> _PROBLEM TO WORK ON_:
Give back, word for word, only the lines from the opening of the records through the one with "function fill(path, color)". Pictures stay out.

═══ GIVEN RECORDS

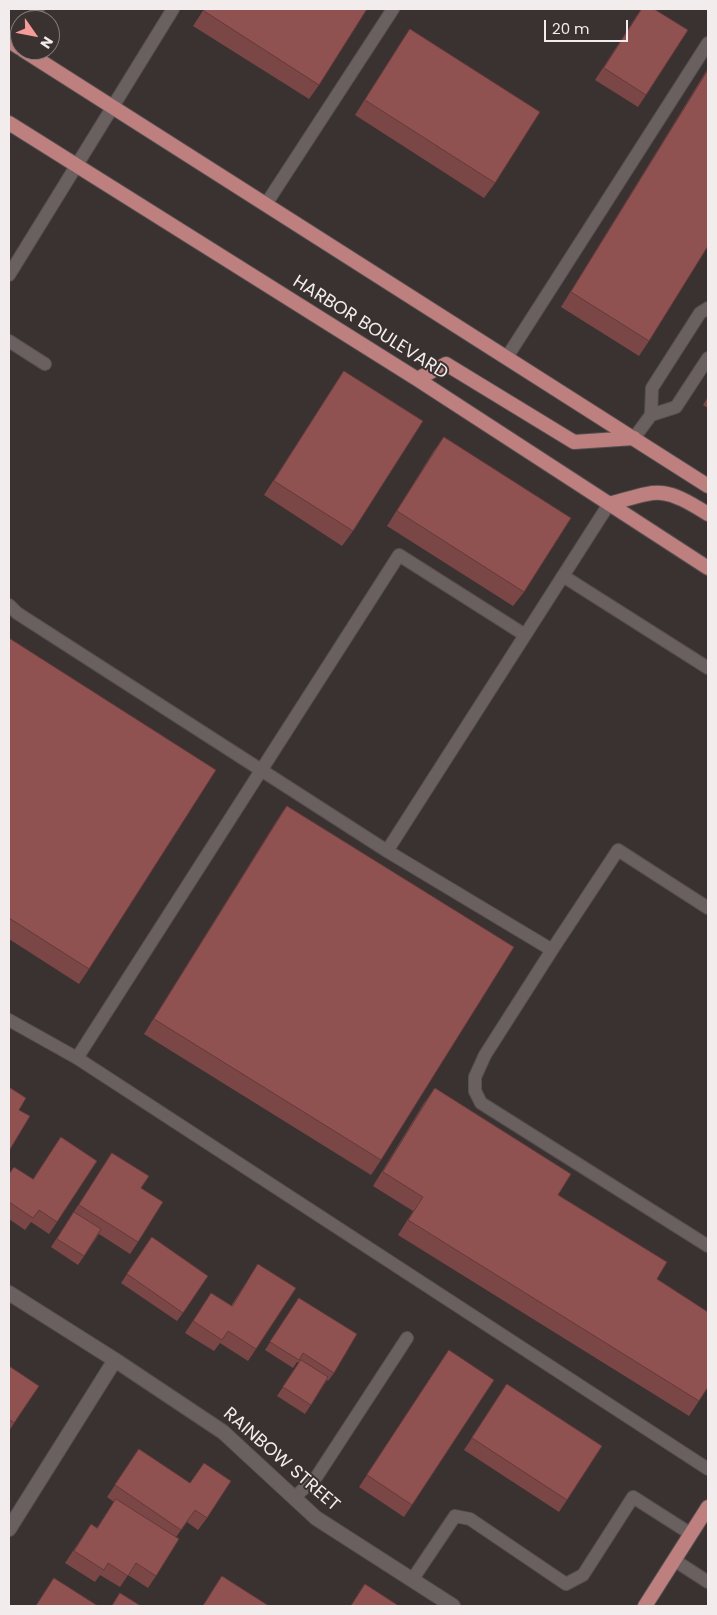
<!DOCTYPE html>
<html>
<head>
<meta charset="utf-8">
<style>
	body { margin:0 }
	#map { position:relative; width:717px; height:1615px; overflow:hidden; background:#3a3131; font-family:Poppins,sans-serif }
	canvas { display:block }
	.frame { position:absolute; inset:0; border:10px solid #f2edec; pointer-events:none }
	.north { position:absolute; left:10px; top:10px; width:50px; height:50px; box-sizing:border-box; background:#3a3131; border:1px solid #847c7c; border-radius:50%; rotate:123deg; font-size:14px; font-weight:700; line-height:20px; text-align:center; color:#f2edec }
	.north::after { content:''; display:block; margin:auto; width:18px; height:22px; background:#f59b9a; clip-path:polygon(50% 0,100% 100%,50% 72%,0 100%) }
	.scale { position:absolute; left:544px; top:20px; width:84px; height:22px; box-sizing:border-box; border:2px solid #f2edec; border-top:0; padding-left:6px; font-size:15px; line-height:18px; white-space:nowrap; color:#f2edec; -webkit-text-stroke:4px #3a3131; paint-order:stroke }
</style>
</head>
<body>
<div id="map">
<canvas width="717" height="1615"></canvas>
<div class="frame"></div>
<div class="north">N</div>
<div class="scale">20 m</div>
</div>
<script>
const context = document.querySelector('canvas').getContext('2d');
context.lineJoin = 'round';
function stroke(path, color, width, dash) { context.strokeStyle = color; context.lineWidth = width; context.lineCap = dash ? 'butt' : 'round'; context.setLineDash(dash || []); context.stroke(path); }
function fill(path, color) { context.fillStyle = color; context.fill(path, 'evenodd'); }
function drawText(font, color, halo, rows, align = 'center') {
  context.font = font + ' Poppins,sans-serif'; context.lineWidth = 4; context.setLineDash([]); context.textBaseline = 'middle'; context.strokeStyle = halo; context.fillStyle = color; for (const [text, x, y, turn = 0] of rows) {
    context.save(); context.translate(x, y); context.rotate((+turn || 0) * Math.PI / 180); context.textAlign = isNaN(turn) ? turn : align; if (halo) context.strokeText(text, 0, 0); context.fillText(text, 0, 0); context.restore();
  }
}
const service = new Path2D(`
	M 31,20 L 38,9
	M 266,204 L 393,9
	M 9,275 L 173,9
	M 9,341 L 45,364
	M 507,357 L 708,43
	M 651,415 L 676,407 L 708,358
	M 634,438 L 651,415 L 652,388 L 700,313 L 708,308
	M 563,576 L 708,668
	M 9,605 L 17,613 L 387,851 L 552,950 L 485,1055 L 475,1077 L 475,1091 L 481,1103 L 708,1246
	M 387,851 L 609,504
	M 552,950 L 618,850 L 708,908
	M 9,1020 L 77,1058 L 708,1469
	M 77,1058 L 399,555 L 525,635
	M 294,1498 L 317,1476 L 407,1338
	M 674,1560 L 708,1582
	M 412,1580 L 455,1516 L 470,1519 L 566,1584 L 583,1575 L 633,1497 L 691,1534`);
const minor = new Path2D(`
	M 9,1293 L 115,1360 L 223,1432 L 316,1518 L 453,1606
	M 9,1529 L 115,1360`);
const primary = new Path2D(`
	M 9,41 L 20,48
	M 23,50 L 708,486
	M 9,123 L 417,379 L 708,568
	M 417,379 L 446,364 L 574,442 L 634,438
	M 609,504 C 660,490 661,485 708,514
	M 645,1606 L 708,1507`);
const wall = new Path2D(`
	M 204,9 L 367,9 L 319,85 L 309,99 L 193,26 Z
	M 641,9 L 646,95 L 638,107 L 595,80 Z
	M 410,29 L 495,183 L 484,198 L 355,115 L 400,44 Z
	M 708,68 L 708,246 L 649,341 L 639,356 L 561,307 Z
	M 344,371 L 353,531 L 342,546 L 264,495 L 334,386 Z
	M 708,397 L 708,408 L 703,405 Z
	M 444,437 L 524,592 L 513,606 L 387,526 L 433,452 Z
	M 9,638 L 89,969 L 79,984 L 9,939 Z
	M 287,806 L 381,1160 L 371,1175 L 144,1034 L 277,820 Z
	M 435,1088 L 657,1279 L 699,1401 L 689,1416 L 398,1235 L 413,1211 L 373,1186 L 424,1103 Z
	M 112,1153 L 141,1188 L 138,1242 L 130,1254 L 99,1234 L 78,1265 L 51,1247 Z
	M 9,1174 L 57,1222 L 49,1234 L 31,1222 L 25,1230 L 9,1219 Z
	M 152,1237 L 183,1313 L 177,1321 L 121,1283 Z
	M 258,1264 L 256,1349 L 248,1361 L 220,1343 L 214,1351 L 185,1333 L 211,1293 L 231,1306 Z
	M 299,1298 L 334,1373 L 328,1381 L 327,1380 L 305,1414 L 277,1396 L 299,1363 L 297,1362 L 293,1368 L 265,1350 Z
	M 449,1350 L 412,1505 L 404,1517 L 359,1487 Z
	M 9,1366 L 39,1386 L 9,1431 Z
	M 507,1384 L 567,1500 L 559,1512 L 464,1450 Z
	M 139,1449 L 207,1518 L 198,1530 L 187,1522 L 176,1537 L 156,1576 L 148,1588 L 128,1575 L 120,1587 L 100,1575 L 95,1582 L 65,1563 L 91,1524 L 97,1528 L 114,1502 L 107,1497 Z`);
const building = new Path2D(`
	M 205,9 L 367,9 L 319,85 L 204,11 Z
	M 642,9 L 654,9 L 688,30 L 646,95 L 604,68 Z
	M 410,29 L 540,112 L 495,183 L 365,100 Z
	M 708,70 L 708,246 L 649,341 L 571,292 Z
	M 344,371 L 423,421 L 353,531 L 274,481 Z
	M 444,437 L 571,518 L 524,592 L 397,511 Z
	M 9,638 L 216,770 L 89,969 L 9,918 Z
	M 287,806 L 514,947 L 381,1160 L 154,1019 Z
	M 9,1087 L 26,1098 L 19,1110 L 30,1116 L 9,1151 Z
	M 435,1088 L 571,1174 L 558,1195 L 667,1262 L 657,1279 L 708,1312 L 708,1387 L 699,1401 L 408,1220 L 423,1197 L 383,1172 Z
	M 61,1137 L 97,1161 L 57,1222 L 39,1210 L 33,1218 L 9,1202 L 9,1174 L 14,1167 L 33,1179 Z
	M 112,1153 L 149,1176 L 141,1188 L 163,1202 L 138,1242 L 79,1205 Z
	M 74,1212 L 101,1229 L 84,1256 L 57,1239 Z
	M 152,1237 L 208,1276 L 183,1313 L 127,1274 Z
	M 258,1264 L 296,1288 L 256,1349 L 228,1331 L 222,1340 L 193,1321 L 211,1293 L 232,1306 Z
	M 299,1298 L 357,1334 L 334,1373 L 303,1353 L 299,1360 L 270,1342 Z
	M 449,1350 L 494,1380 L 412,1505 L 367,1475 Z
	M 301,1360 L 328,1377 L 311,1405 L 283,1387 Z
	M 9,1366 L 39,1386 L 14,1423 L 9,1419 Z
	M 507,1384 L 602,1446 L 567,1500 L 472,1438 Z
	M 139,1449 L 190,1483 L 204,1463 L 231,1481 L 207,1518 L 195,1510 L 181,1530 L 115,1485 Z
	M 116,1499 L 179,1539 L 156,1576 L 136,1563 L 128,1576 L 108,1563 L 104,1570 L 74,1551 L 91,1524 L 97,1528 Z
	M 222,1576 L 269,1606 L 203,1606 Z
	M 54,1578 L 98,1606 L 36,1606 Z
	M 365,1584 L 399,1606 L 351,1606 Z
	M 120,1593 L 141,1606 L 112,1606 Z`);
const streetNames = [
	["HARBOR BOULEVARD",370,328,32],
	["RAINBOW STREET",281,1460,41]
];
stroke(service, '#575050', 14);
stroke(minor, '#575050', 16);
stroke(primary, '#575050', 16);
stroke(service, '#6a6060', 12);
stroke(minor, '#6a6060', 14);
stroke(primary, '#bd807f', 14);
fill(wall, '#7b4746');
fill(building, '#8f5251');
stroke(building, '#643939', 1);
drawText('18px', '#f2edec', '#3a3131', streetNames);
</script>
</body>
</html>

══════

> _YOUR SOLUTION_:
<!DOCTYPE html>
<html>
<head>
<meta charset="utf-8">
<style>
	body { margin:0 }
	#map { position:relative; width:717px; height:1615px; overflow:hidden; background:#3a3131; font-family:Poppins,sans-serif }
	canvas { display:block }
	.frame { position:absolute; inset:0; border:10px solid #f2edec; pointer-events:none }
	.north { position:absolute; left:10px; top:10px; width:50px; height:50px; box-sizing:border-box; background:#3a3131; border:1px solid #847c7c; border-radius:50%; rotate:123deg; font-size:14px; font-weight:700; line-height:20px; text-align:center; color:#f2edec }
	.north::after { content:''; display:block; margin:auto; width:18px; height:22px; background:#f59b9a; clip-path:polygon(50% 0,100% 100%,50% 72%,0 100%) }
	.scale { position:absolute; left:544px; top:20px; width:84px; height:22px; box-sizing:border-box; border:2px solid #f2edec; border-top:0; padding-left:6px; font-size:15px; line-height:18px; white-space:nowrap; color:#f2edec; -webkit-text-stroke:4px #3a3131; paint-order:stroke }
</style>
</head>
<body>
<div id="map">
<canvas width="717" height="1615"></canvas>
<div class="frame"></div>
<div class="north">N</div>
<div class="scale">20 m</div>
</div>
<script>
const context = document.querySelector('canvas').getContext('2d');
context.lineJoin = 'round';
function stroke(path, color, width, dash) { context.strokeStyle = color; context.lineWidth = width; context.lineCap = dash ? 'butt' : 'round'; context.setLineDash(dash || []); context.stroke(path); }
function fill(path, color) { context.fillStyle = color; context.fill(path, 'evenodd'); }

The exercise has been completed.